[Source data]

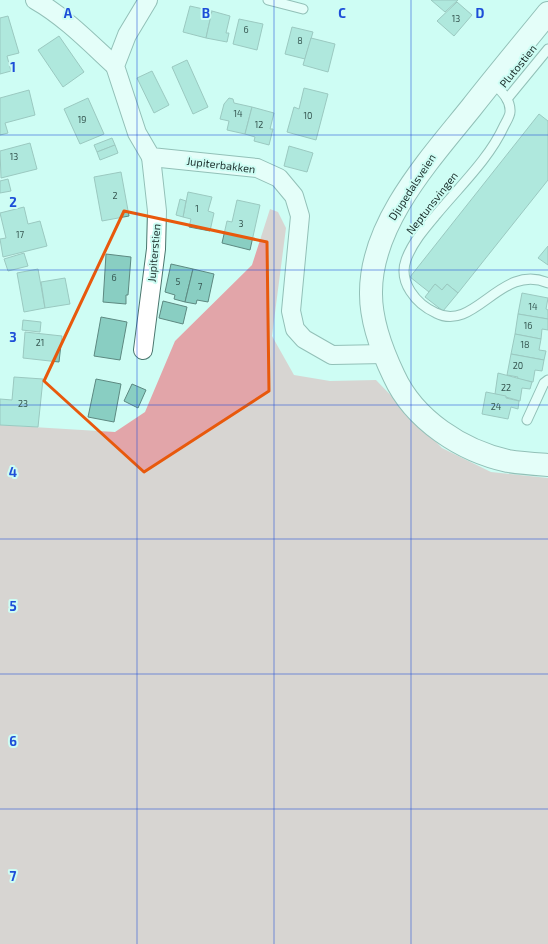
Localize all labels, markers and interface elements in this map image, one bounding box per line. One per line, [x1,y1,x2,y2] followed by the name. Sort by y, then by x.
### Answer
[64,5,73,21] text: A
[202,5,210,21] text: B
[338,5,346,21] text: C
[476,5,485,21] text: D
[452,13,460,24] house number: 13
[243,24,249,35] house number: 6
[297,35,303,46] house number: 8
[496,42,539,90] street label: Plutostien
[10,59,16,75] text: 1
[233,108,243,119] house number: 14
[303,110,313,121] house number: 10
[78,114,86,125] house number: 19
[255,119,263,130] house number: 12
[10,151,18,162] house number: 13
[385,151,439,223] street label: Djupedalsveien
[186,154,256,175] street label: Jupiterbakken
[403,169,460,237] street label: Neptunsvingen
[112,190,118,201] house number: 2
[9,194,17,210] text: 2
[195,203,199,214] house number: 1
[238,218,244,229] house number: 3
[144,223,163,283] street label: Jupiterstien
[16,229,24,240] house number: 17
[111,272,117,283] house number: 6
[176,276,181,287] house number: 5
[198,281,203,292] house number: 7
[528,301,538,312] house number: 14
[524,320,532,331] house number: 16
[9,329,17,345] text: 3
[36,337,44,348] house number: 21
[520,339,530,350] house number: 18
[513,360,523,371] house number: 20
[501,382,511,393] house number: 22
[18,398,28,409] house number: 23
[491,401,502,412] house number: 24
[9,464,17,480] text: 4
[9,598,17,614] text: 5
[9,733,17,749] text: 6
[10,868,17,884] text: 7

[/Source data]
[Source data]

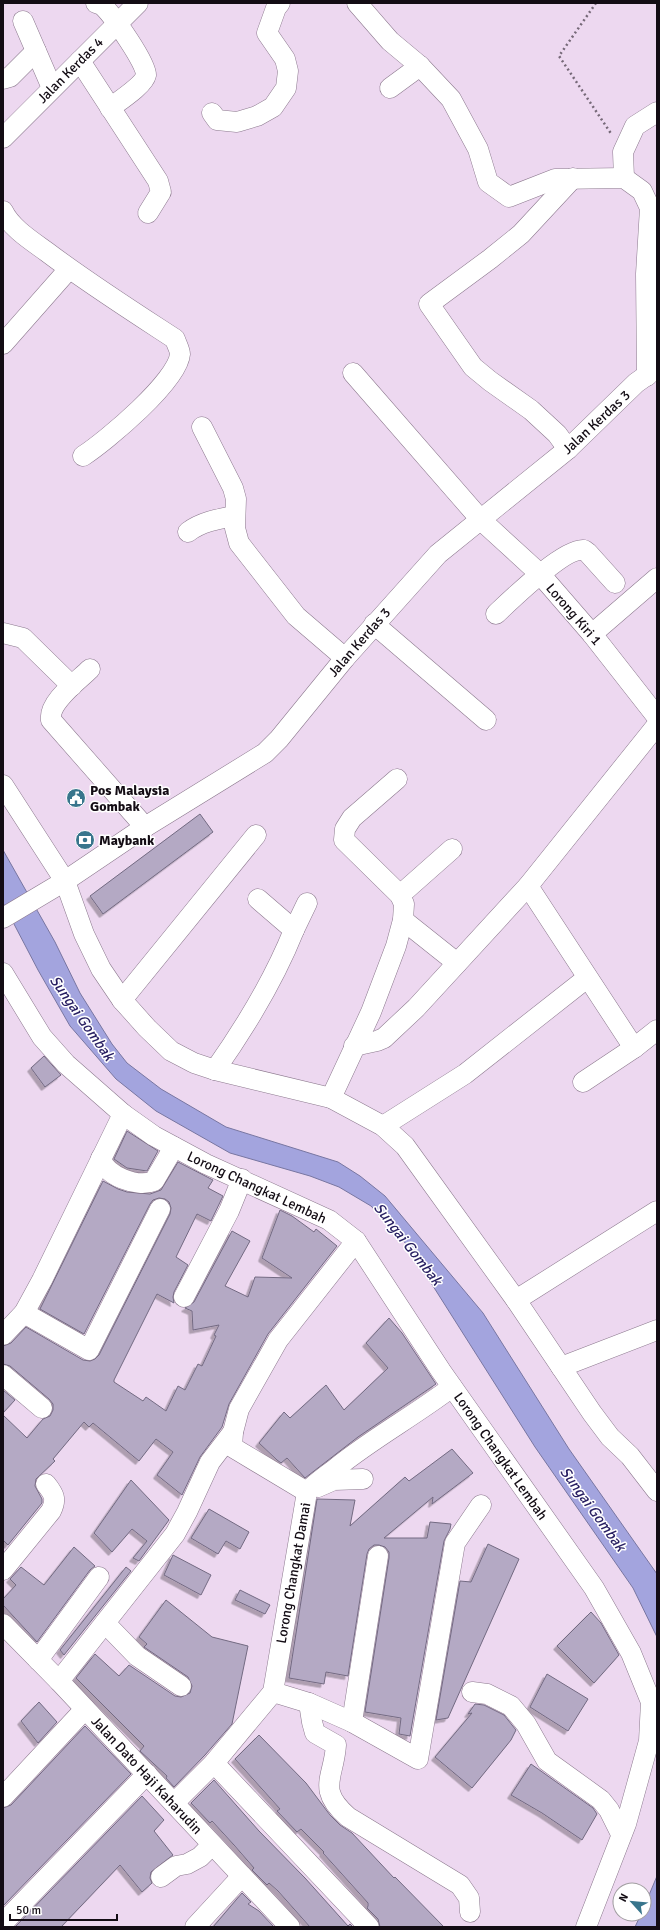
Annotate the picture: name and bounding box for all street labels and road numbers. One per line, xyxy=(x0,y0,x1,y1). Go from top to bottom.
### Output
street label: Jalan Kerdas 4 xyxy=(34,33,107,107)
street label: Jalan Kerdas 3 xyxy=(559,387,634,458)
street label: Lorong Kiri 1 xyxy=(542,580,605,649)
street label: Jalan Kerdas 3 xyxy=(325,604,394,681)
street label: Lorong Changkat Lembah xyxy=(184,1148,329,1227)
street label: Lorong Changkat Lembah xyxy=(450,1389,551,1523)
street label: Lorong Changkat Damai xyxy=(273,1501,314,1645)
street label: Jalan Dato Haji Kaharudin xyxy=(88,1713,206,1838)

[/Source data]

*What the task requires*.
Each line of the material above either contains the word "name" or does not; state how many do, and nothing else.

*The answer*.
2